Tool Call Ordering Is a Partial Order, Not a Set
A "create then notify" sequence works in dev. A "notify then create" sequence emits a webhook for an entity that doesn't exist yet, the consumer 404s, and your team spends a week debugging what looks like a flaky integration test. The flake isn't flaky. It's deterministic given a hidden ordering invariant your tool set has and your planner doesn't know about.
This is the shape of most tool-call-ordering bugs in production agents: a tool set that secretly composes as a partial order — some operations must happen before others, others can run in any order — being treated by the planner as an unordered set of capabilities. The model picks an order that worked yesterday. A prompt edit, a model upgrade, or even a different temperature sample picks a different order tomorrow. Both look reasonable to anyone reading the trace. Only one is correct.
The team that doesn't declare the order is shipping a bug surface that the model's prompt sensitivity will eventually find.
Why the Order Drifts in the First Place
The autoregressive nature of LLMs means small input changes produce non-local output changes. A tool definition reordered in the system prompt, a few-shot example added, a system-message wording cleanup — any of these can shift which tool the model picks first on a given turn. The model isn't choosing an order from a stable distribution; it's resampling a sequence whose first element strongly conditions the rest.
This shows up three ways in practice:
- Across runs of the same prompt: temperature > 0, or even temperature = 0 with a different model build, produces different orderings. Calls that appear "almost always A→B→C" are actually A→B→C 92% of the time, B→A→C 6%, A→C→B 2%. The 8% never showed up in eval because eval used three fixed traces.
- Across prompt edits: a "tighten the system prompt" cleanup that reorders the tool list in the registry shifts the planner's preferred order across the entire surface. The diff looks like wording. The behavior change shows up in production a week later.
- Across model upgrades: the same prompt against a new model build picks a different order. The release notes say "improved tool use." What that means for your specific tool set is that the ordering distribution moved, and the long tail moved with it.
Recent work on order sensitivity in LLMs measures exactly this: shuffling the input sequence almost always decreases accuracy on multi-step tasks, with the magnitude depending on how much of the task's structure was implicit in the prompt's ordering rather than the model's reasoning. Few-shot prompting partially mitigates this. It does not fix it.
The Trap of Treating Tools as a Set
The mental model most teams ship with is: "the planner is intelligent; the tools are commutative; the planner will figure out the right order." This is wrong on both counts.
The planner is not intelligent in the way you need. It's a next-token predictor with strong priors over common patterns. If your tool names are similar to a public dataset's tool names, the planner inherits the public dataset's ordering preference — which has nothing to do with your dependency structure. Custom tools with names like internal_create_workspace and internal_attach_member look unfamiliar to the model, so the prior is weaker and the variance is higher.

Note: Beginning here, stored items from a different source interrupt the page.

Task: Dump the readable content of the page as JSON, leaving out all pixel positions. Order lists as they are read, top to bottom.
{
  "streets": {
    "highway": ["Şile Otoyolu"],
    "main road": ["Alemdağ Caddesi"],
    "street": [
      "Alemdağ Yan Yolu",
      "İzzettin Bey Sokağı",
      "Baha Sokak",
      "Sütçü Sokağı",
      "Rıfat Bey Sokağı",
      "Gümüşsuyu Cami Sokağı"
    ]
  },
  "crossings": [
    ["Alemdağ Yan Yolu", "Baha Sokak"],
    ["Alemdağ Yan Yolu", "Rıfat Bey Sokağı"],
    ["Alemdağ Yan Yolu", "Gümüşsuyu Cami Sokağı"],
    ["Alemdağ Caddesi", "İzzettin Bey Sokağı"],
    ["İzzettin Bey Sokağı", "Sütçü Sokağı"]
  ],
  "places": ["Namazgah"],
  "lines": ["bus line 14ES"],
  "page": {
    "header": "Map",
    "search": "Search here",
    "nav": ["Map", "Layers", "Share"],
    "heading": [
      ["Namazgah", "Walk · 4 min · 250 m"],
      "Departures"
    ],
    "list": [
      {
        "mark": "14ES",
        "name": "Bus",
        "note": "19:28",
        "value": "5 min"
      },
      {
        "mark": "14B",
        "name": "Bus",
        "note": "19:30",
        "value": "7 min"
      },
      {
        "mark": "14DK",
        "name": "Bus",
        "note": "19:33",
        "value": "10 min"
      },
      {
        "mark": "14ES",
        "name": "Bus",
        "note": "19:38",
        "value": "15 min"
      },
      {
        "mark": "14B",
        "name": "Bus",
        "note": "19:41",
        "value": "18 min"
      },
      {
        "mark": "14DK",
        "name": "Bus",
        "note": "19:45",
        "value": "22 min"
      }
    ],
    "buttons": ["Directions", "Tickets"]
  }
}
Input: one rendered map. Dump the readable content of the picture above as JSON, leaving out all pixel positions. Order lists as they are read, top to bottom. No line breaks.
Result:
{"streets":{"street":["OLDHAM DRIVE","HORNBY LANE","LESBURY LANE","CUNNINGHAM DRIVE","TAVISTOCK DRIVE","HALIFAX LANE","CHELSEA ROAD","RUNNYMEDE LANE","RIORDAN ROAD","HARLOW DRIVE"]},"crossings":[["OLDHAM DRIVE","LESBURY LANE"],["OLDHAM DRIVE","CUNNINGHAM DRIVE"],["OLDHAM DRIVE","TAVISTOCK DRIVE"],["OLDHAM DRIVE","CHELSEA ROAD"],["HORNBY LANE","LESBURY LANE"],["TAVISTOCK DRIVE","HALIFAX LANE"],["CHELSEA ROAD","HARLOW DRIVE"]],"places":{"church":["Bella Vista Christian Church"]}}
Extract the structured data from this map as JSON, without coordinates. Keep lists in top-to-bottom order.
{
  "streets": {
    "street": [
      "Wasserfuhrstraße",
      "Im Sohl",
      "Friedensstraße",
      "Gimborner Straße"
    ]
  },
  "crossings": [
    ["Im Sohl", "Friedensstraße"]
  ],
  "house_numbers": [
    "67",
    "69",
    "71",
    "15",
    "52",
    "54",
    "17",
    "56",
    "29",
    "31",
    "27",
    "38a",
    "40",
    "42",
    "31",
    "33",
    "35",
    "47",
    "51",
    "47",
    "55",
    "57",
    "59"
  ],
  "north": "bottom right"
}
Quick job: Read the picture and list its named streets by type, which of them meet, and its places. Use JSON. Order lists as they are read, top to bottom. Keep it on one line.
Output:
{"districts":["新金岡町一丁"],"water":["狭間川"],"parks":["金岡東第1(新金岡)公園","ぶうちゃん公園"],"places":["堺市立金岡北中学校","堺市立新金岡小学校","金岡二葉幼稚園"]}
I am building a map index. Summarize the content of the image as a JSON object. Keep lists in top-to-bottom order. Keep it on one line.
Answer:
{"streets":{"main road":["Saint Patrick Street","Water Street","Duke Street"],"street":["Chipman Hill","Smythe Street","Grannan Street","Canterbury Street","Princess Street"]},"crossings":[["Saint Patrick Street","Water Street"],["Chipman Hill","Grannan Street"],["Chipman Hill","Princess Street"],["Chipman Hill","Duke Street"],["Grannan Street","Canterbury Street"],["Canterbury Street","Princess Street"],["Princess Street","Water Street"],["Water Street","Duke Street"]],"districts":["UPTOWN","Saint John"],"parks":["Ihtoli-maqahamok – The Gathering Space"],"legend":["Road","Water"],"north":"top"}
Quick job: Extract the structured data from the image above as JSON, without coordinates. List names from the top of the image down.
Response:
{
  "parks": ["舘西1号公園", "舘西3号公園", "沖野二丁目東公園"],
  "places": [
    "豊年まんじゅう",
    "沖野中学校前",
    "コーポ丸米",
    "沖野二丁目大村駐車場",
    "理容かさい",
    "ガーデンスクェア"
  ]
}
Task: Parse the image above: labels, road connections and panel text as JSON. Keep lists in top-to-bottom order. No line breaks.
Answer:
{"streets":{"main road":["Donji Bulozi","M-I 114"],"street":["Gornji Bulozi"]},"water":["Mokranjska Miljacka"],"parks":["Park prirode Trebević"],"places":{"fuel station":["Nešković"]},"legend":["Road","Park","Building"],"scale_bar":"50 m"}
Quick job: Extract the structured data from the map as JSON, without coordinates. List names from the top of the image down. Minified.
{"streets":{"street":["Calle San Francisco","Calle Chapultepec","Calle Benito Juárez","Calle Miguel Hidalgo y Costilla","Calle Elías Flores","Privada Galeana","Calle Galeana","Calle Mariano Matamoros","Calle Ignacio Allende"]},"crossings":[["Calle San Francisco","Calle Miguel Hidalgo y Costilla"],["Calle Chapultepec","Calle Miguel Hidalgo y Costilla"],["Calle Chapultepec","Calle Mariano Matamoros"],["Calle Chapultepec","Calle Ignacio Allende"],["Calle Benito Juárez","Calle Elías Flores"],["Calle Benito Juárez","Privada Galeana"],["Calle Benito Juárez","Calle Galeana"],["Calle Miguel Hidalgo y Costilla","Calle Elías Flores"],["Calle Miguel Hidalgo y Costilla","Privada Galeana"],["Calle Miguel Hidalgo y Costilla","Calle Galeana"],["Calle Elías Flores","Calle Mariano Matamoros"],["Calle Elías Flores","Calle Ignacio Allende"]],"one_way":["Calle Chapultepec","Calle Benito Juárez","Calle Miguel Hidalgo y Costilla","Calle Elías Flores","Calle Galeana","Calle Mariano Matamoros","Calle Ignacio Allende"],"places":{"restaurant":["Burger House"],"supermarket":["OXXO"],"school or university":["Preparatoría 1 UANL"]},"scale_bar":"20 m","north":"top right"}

The tools are not commutative. This is the part teams underweight because the tools are almost commutative — for the cases the team thought about. The non-commutativity lives in the cases they didn't:
- An auth-refresh tool and a fetch tool are commutative when the token is fresh; non-commutative when it's expired.
- A create-resource tool and a notify-collaborator tool are commutative for personal workspaces; non-commutative for shared workspaces because notification renders the resource title.
- A search tool and a write tool are commutative for read-only queries; non-commutative when search is also building the agent's context for the write decision.
Each of these is a partial-order edge that lives in the team's heads, not in the tool definition. The planner has no access to the team's heads. So the discipline has to be: make the partial order explicit in the artifact the planner consumes, or make the tools genuinely commutative through idempotency.
Declare the Order Where the Tool Lives
The cleanest fix is to extend the tool definition itself with a depends_on declaration that the harness enforces structurally. Graph-harness designs take this further by lifting the entire control structure into a static DAG: each node's ready-set is computed from the graph, the harness only dispatches a tool when its prerequisites have been satisfied, and the planner's preferred order is reordered or rejected against the declared dependencies. The LLM Compiler pattern runs the same idea with a DEPENDS_ON: [node_id, ...] field on each task, with an empty list meaning "no prerequisites — schedulable immediately."
The point isn't that you need a full DAG scheduler for every agent. The point is that the dependency information has to live somewhere the harness reads, not somewhere the prompt suggests. The two operative properties:
- Locality: the dependency is declared next to the tool, so a developer adding the tool can see and update it. A dependency expressed as a paragraph in the system prompt drifts immediately and silently.
- Enforcement: the harness rejects (or reorders) plans that violate the declaration, so the planner cannot ship a prompt-induced bug into production. A dependency expressed as "the system prompt asks the model to please call A before B" is a suggestion, not an invariant.
The lightweight version of this for teams not ready to adopt a full graph harness: a static check at agent-definition time that reads the tool registry, builds the implied dependency graph, and fails CI if a planner-generated trace from the eval suite ever produces a topological-order violation. This catches the regression at PR time rather than in production.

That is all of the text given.